Arctic sea ice / Re: The 2019 melting season
« on: June 21, 2019, 12:05:37 AM »
It doesn't matter all that much at this stage, but perhaps just a little: It seems NH snow cover is lowest on record at the moment, but it's difficult to see do to the graph's layout. It's more visible on the graph for North America.

Arctic sea ice / Re: The 2019 melting season
« on: June 20, 2019, 08:51:52 AM »
I agree about the craziness of the weather forecast. I think it is the worst heatwave in the Arctic ever, even worst than the one in July 2007 or July 2011 or July 2012. As a consequence of the warmth, moisture, and high pressure, Z500 height is mind blowing with values up to 5 800 gdam !
A simple but convenient way to define the northern border of the tropical belt is by using the belt of highest Z500. Here this belt is near to break away with a secondary maximum wich, around the Pacific, is not so secondary as Z500 is about the same other Arctic than over Hawaïi ! I have never seen such a thing.... This also means clear skies but also, as moisture content is high, reduced outgoing longwave radiation.  I agree with Frivolous, we can't overstate how epic is the weather forecast.

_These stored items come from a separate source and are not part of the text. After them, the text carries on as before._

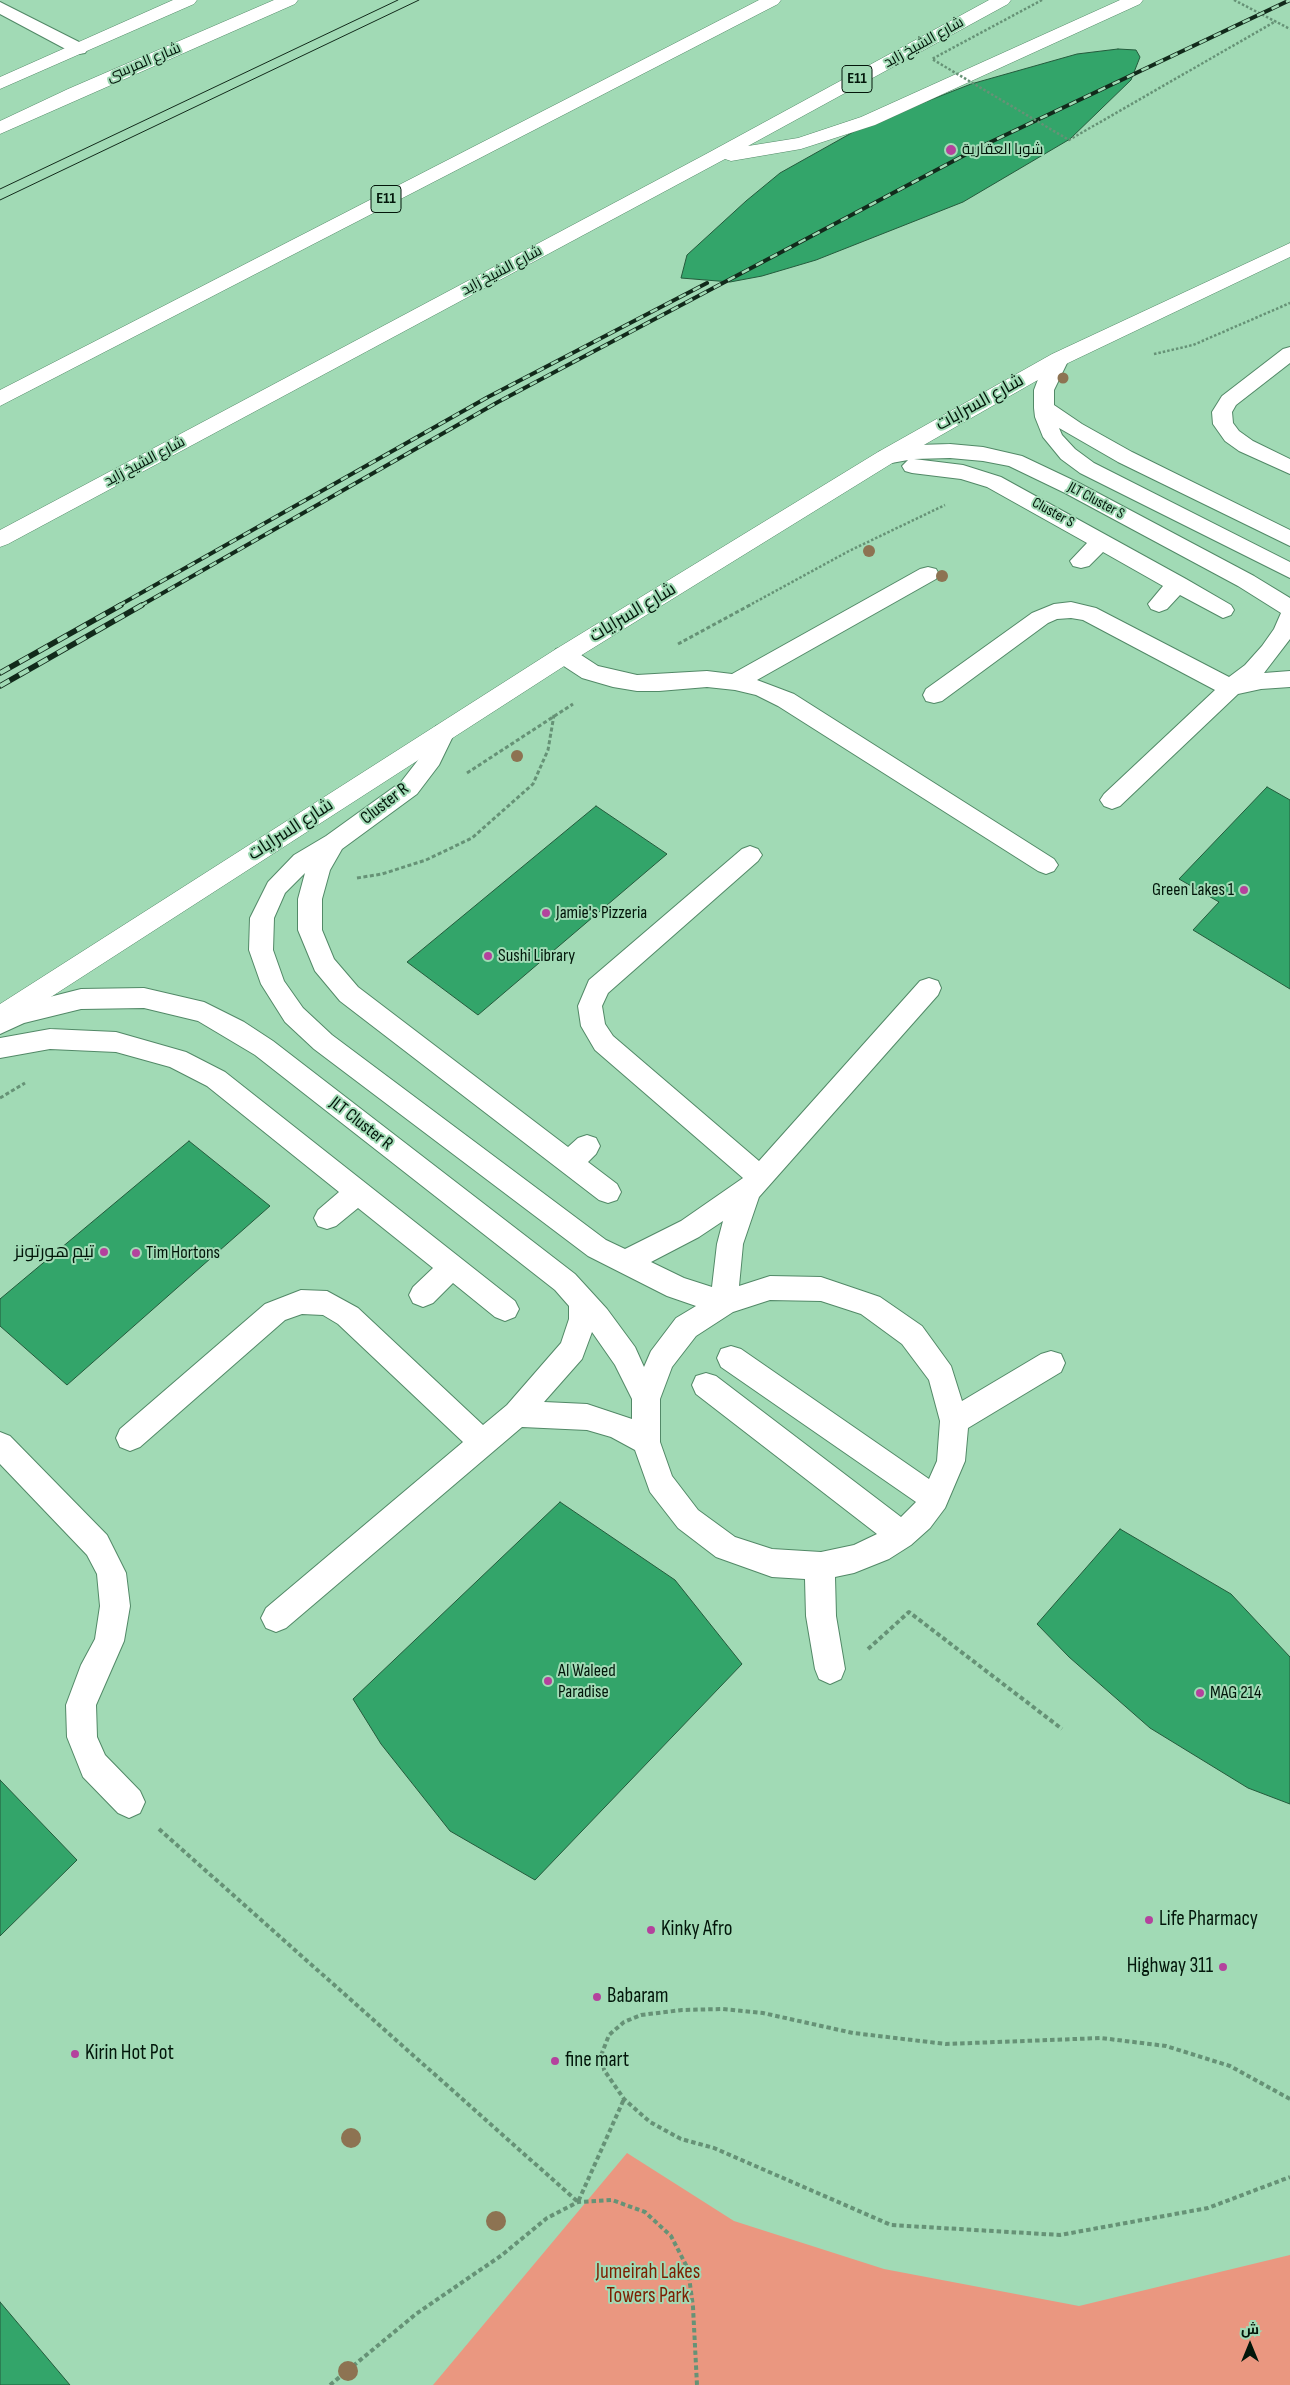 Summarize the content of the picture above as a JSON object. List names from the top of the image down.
{
  "streets": {
    "main road": [
      "شارع الشيخ زايد",
      "شارع المرسى",
      "E11",
      "شارع السرايات"
    ],
    "lane": [
      "JLT Cluster S",
      "Cluster S",
      "Cluster R",
      "JLT Cluster R"
    ]
  },
  "crossings": [
    ["شارع السرايات", "JLT Cluster S"],
    ["شارع السرايات", "Cluster S"],
    ["شارع السرايات", "Cluster R"],
    ["JLT Cluster S", "Cluster S"]
  ],
  "parks": ["Jumeirah Lakes Towers Park"],
  "places": [
    "شوبا العقارية",
    "Green Lakes 1",
    "Jamie's Pizzeria",
    "Sushi Library",
    "تيم هورتونز",
    "Tim Hortons",
    "Al Waleed Paradise",
    "MAG 214",
    "Life Pharmacy",
    "Kinky Afro",
    "Highway 311",
    "Babaram",
    "Kirin Hot Pot",
    "fine mart"
  ],
  "north": "top"
}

Arctic sea ice / Re: The 2019 melting season
« on: June 14, 2019, 01:55:19 AM »
I will apply the term 'catastrophe' to the melting of the ice 'up north' without feeling any sense of exaggeration . The catastrophe of the ongoing thaw/melt in the East Siberian and Laptev seas is that it is another of the boxes ticked on the way to a season melt-fest .
 As A-team points out such weather is secondary to the real story of the season .. the unprecedented export of a large part of the multi-year ice to destruction . The export continues over the coming week with the wind blowing from the ESS/Laptev toward Barnetz/Fram . A large part of the remaining older ice will move into the killing zone to make way for the new ice so it can make way for open water .
  One of the results is that much of the colder air in the forecast is in Barnetz and Kara while the Siberian / Pacific side of the Arctic basin is basking in temperatures we in W Europe would appreciate atm.
 Then there was the snow .. strong arguements that extra snow on shore and ice would help delay the melt. No snow on shore or on onshore ice ..
 So I agreed with AM2's anguish at seeing yesterday's SMOS image . Even if it may not accurately reflect reality , it does reflect ongoing melt and the melt is going on and on , as am I . :)  b.c.

Arctic sea ice / Re: The 2019 melting season
« on: June 08, 2019, 03:30:40 PM »
Wow the pseudo-science cavalry join together.

pseudo would mean that one is claiming to be a scientist but  isn't. if that's not the case it's only about providing impressions and opinions based on experience and logical thinking sometimes right sometimes wrong, exactly like the real scientists are sometimes spot on and sometimes far off the marks.

however that is and in case you disagree, no need to be arrogant because often those who are no experts in one field are close to be experts in hundreds of fields and have a bigger picture of things.

and then again others are experts in other fields where you are not, perhaps they're even scientist but in other fields.

in short, keep this kind of thoughts for yourself, at least you have just proven that you are no expert in many fields like education, communication, style, philosophy and many more.

so long

bbr2314...I would like to apologize to you for comments I made earlier about wishing this thread included other topics and not just your concerns about reglaciation as if this was somehow your responsibility. If I would like other relevant topics about NH snow cover to be discussed, that is my responsibility.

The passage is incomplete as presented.